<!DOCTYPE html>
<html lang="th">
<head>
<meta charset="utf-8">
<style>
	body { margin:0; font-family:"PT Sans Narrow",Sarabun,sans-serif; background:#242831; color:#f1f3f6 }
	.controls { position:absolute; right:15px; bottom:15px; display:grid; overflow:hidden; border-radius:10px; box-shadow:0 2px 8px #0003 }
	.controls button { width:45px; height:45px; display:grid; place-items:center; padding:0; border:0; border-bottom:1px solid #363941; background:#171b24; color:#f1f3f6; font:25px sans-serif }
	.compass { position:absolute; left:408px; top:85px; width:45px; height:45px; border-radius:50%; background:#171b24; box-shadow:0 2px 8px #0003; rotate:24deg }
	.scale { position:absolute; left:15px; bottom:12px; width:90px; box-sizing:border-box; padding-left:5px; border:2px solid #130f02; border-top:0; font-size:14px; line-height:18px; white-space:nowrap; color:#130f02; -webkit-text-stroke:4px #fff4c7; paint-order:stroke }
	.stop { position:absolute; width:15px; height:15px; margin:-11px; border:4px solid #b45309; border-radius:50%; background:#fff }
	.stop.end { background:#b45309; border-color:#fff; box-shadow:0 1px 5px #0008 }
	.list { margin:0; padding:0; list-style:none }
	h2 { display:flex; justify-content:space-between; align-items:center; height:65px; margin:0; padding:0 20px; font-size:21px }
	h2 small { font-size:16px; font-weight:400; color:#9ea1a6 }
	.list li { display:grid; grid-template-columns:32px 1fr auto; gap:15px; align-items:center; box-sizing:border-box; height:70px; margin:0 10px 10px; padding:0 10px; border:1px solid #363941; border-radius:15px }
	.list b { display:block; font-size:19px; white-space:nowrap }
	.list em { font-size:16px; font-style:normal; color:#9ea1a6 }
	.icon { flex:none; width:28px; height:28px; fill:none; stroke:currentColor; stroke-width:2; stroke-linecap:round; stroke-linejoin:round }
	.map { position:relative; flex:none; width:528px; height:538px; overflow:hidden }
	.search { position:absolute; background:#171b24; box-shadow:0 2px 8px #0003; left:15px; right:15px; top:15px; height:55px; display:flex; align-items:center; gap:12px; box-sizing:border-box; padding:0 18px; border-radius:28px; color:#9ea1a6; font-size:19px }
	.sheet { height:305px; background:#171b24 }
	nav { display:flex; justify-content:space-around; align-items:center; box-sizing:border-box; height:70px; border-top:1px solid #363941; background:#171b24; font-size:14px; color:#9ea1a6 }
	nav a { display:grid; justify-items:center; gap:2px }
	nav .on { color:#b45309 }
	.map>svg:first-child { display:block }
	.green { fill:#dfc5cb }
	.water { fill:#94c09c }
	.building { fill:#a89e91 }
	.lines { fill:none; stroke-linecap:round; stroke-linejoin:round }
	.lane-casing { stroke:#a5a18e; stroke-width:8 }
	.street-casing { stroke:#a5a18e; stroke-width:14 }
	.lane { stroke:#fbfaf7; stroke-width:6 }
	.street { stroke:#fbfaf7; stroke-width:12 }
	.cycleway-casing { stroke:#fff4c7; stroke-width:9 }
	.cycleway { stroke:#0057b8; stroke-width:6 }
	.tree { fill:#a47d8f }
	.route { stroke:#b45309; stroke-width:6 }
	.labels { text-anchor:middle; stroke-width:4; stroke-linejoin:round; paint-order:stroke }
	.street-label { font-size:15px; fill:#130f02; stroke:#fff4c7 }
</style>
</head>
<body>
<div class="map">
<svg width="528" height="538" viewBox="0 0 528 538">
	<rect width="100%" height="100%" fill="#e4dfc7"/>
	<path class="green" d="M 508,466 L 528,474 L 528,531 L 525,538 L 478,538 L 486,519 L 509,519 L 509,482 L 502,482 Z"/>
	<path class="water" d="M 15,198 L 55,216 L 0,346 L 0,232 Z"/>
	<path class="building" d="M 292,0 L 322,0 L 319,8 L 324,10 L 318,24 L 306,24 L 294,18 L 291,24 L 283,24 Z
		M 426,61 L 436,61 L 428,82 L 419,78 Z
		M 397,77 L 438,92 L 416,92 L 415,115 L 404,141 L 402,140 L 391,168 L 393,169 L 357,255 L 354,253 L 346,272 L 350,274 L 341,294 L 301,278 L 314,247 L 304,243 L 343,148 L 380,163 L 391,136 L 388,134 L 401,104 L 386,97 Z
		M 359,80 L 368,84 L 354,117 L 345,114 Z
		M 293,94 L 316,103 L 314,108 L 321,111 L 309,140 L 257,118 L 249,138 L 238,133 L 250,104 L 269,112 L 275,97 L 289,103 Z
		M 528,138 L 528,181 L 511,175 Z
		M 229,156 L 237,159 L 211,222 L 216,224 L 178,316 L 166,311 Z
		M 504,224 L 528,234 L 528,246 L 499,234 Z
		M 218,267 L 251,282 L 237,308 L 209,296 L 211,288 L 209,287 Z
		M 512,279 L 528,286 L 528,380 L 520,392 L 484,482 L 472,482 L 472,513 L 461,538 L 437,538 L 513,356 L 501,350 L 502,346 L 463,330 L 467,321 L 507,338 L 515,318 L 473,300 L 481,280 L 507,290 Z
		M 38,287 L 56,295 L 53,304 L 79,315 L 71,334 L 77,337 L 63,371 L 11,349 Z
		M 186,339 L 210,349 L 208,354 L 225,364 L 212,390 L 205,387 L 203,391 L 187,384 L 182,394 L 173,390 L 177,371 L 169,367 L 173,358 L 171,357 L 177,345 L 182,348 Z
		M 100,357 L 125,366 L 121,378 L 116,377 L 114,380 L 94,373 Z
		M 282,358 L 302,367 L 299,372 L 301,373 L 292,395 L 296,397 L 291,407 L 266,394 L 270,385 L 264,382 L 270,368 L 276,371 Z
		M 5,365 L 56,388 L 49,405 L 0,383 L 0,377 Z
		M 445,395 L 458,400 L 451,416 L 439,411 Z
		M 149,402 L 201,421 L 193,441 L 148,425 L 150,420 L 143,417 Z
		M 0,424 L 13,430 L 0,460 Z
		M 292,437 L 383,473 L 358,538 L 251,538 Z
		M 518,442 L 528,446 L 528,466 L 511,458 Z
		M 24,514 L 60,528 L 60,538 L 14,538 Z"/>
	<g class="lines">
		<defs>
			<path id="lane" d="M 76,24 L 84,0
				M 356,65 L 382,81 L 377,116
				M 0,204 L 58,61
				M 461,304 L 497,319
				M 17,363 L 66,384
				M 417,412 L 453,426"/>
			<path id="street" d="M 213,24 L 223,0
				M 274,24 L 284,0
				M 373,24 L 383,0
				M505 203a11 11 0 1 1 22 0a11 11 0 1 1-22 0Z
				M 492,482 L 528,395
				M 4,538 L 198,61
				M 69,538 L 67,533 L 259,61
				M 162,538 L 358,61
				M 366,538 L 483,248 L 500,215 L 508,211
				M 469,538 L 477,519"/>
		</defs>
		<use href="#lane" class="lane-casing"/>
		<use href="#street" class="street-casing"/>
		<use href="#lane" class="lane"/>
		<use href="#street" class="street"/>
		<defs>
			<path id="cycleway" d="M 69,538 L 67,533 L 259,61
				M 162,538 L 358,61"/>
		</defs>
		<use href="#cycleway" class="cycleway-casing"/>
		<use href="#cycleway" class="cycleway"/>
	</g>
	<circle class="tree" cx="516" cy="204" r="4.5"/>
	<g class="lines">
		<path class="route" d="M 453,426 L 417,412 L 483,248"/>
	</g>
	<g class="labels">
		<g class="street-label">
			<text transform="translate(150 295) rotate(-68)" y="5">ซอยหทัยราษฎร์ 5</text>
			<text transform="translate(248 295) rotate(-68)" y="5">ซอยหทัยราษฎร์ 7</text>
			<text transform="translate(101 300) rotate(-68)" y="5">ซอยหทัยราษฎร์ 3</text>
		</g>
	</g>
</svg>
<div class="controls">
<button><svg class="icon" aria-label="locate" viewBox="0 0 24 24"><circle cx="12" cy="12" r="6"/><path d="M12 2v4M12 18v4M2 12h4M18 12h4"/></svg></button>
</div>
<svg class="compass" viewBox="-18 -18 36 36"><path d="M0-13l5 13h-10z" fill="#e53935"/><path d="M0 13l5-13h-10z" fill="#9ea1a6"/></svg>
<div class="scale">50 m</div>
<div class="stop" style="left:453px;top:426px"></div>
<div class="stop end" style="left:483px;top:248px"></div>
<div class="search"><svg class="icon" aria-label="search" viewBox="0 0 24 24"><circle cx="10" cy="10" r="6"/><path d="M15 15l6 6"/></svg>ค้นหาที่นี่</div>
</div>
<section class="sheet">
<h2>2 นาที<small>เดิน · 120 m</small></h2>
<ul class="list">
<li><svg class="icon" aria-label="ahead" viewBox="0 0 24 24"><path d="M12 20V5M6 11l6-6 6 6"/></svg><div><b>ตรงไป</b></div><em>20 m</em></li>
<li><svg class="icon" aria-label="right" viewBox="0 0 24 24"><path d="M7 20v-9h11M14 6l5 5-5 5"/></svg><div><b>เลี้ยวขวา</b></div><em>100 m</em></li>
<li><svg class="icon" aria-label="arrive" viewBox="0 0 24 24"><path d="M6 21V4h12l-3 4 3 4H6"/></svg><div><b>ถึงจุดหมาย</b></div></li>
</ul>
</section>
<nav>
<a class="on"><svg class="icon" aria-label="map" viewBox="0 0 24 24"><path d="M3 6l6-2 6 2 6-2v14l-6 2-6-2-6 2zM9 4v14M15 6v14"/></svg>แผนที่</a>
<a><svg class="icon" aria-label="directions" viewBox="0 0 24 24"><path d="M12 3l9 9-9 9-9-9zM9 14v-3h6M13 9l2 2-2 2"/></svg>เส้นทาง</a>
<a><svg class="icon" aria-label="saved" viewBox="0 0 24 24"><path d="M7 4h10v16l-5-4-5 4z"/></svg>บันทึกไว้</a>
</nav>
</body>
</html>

• • • • • • •

> _Try it_
Using the records above, copy word for word the line with "margin:0; padding:0; list-style:none", the line with "font-size:16px; font-weight:400; color:#9ea1a6", and every line between them.

> _Problem solution_
	.list { margin:0; padding:0; list-style:none }
	h2 { display:flex; justify-content:space-between; align-items:center; height:65px; margin:0; padding:0 20px; font-size:21px }
	h2 small { font-size:16px; font-weight:400; color:#9ea1a6 }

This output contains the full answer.